The perfect job candidate is so hard to find that the human resources industry has a term for the rare specimen: a purple squirrel.

Purple Squirrel Inc. of Venice has become the latest tech startup to try to improve the process of matching employers and job candidates. The startup is building an online network of insiders at companies with highly coveted openings who for a fee offer advice and feedback to potential applicants.

After a year of testing the network in private, the company opened up its network to the public last week. Purple Squirrel also announced that it has raised a $2.7 million seed round led by Venice’s CrossCut Ventures, with participation from downtown’s Greycroft Partners and Arena Ventures of West Hollywood as well as Luma Launch and 500 Startups.

“Purple Squirrel is designed to give job seekers inside connections into companies that they do not currently have,” said Jon Silber, the company’s chief executive and co-founder.

Company insiders on the network work independently of their employer and offer insights into company culture, hiring processes, and organizational structure, Silber said. Fees are set by the insider based on title, expertise, time availability, and demand, but on average they charge about $20 for a 30-minute phone discussion, he added, noting that Purple Squirrel takes a 20 percent fee.

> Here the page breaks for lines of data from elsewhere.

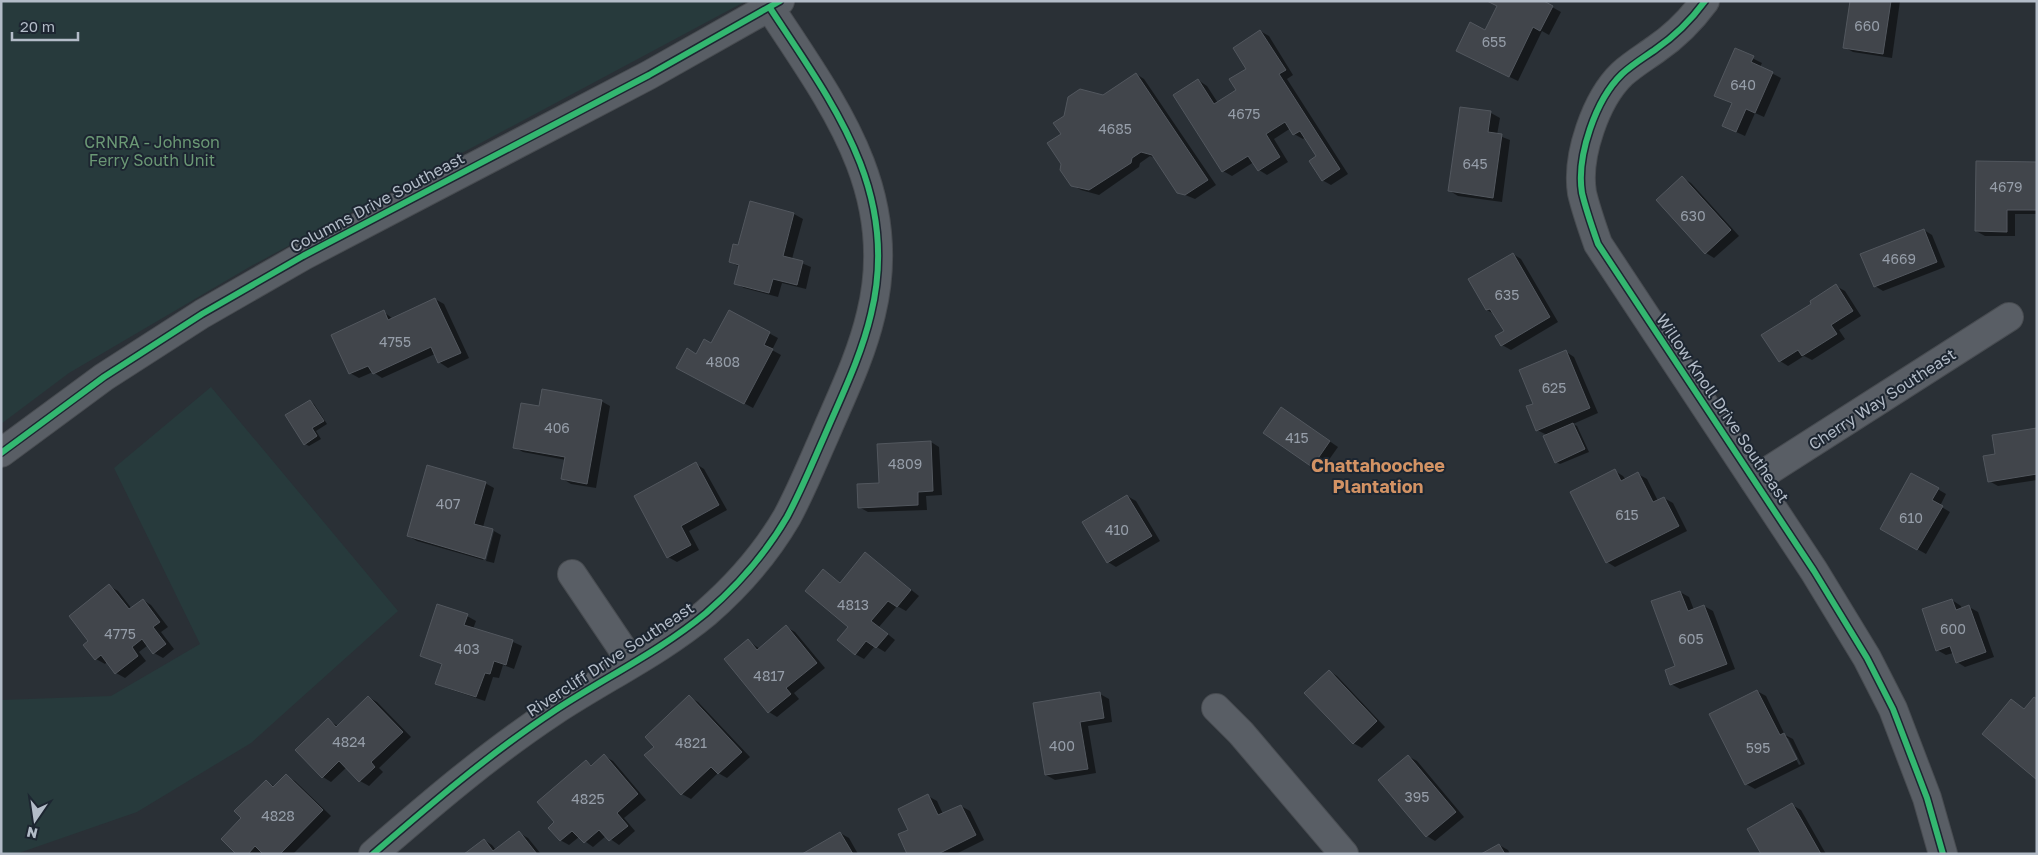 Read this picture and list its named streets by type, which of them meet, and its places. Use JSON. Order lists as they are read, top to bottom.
{
  "streets": {
    "street": [
      "Columns Drive Southeast",
      "Cherry Way Southeast",
      "Willow Knoll Drive Southeast",
      "Rivercliff Drive Southeast"
    ]
  },
  "crossings": [
    ["Columns Drive Southeast", "Rivercliff Drive Southeast"],
    ["Cherry Way Southeast", "Willow Knoll Drive Southeast"]
  ],
  "districts": ["Chattahoochee Plantation"],
  "parks": ["CRNRA - Johnson Ferry South Unit"],
  "house_numbers": [
    "660",
    "655",
    "640",
    "4675",
    "4685",
    "645",
    "4679",
    "630",
    "4669",
    "635",
    "4755",
    "4808",
    "625",
    "406",
    "415",
    "4809",
    "407",
    "615",
    "610",
    "410",
    "4813",
    "600",
    "4775",
    "605",
    "403",
    "4817",
    "4824",
    "4821",
    "400",
    "595",
    "395",
    "4825",
    "4828"
  ],
  "scale_bar": "20 m",
  "north": "bottom"
}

Insiders and candidates are forbidden from discussing some topics, such as age or race – a rule Purple Squirrel enforces by reviewing phone conversations, which are recorded. There is no guarantee that an insider will refer a job candidate to their company’s human resources department, but they are free to do so.

Silber said the company’s inside network has helped customers land jobs through early tests of the service, claiming that 88 percent of users who received job offers credited Purple Squirrel with helping them get those offers.

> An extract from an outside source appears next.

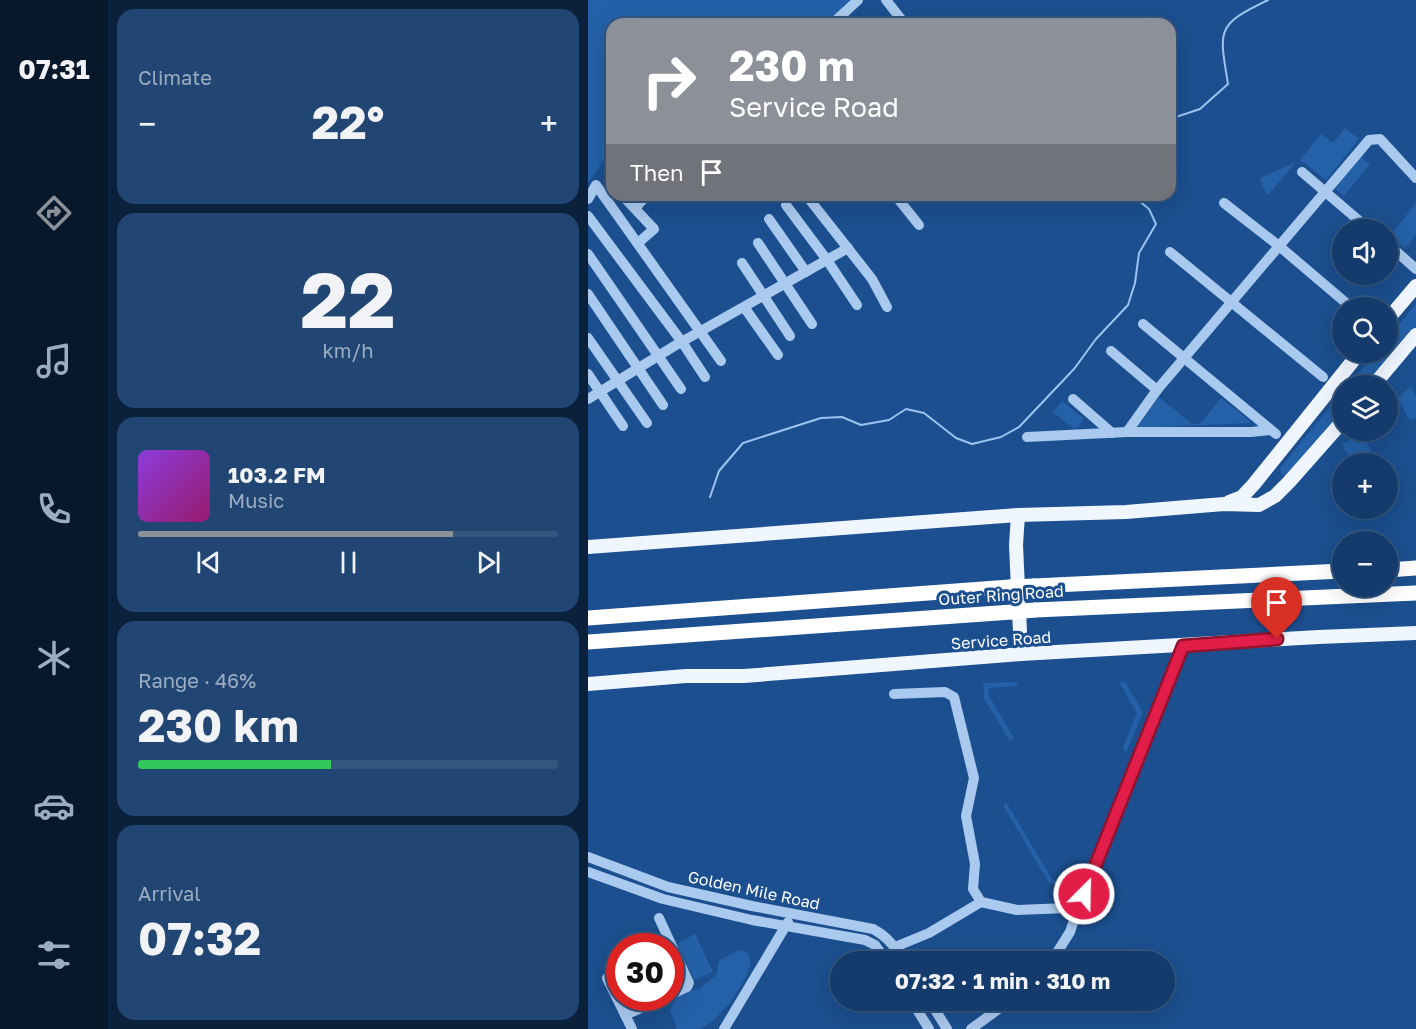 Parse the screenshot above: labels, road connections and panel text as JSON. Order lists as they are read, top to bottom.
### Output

Similar to platforms operated by Uber Technologies Inc. or Airbnb, job hunters and insiders rate each other, Silber said.

“If (an insider) drops below 4.5 stars (out of 5 stars) on the rating system, we remove them from the platform,” he said.

Speed of Light

Daqri Inc. of downtown has acquired the 15 employees and intellectual property of Pasadena’s Heat Engine, a rapid prototyping and development laboratory, for an undisclosed amount.

The move is intended to boost development of Daqri’s software-defined light technology, which can bend light into holographic shapes without lenses.

Heat Engine Chief Executive Seamus Blackley and his team will join the company as full-time employees. Software-defined light has a vast number of applications, including heads-up displays, 3-D printing, satellite communication, and computer and TV displays, Blackley said.

Daqri has been using the technology to create heads-up displays for car manufacturers as well as to develop experimental methods of printing 3-D plastic.

For example, the company’s 3-D printing technology beams light in the shape of a specific object, such as a paper clip, into a petri dish of gooey plastic. The 3-D light image then hardens into a physical object in a manner of seconds.

“With traditional tech, most people have to print a layer or section at a time because the light only travels in straight lines,” said Brian Mullins, Daqri’s chief executive. “With (software-defined light) we can cause the light to bend into shapes and then put the entire shape into the liquid.”

The ability to create 3-D objects nearly instantaneously represents a paradigm shift in the world of 3-D printing, Blackley said.

“You are actually creating the entire shape at the same time,” he said. “This is the way that Hollywood and TV have sold 3-D printing: You just press a button and an object turns out.”